- The input
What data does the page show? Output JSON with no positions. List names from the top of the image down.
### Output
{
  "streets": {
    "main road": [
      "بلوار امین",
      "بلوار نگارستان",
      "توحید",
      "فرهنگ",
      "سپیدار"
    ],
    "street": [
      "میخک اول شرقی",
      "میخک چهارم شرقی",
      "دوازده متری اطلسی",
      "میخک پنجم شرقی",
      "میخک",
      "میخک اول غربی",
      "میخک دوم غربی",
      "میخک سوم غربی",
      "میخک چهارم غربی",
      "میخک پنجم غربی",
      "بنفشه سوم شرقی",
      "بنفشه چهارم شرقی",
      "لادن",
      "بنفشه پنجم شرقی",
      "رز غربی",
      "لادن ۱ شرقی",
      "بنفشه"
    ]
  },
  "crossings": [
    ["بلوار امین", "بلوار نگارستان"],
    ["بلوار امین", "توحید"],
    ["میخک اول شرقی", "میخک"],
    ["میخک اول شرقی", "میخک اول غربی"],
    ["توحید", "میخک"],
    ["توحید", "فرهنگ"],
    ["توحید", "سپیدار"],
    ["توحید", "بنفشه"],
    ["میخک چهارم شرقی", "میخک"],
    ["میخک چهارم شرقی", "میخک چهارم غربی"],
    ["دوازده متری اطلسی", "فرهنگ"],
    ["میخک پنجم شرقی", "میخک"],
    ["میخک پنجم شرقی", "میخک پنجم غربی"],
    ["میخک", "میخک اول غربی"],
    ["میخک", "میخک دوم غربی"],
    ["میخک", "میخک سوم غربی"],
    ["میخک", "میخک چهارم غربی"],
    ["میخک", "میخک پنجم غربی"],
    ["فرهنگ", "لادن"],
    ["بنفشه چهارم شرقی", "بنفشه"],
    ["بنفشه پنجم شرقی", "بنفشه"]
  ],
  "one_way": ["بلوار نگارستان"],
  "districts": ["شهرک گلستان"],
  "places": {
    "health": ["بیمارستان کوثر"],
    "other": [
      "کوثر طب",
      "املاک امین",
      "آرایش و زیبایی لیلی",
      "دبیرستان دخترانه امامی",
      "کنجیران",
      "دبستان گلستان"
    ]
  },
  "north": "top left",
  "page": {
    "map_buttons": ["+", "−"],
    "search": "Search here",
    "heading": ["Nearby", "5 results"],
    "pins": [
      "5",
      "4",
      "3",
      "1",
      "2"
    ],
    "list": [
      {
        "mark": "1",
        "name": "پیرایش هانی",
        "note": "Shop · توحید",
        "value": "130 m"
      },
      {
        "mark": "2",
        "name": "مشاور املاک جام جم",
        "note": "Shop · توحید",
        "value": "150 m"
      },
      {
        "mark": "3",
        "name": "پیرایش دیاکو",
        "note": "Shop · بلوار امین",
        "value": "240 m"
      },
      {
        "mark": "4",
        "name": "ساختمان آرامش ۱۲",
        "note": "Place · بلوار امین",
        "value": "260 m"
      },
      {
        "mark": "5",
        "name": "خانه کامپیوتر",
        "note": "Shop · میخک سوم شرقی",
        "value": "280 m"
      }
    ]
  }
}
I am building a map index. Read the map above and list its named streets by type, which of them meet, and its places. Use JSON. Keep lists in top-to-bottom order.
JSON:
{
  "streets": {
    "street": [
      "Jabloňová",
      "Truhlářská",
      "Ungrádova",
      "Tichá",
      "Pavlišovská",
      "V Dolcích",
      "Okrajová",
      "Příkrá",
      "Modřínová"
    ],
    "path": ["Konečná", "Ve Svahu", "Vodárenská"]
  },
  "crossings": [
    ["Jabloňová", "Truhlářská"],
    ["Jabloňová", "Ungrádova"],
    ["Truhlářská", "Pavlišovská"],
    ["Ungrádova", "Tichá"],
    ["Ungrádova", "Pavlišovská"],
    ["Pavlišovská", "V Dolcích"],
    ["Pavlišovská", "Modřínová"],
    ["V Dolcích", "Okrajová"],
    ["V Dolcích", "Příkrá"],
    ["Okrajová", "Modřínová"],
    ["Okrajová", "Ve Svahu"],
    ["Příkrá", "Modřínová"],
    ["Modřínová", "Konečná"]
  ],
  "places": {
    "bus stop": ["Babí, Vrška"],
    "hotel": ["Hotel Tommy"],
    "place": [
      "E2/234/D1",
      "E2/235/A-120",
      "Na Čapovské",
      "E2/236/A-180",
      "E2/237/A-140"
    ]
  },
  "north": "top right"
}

- What you need to do
Lines above that include the string "Output" need to be copied.

- Exercise answer
What data does the page show? Output JSON with no positions. List names from the top of the image down.
### Output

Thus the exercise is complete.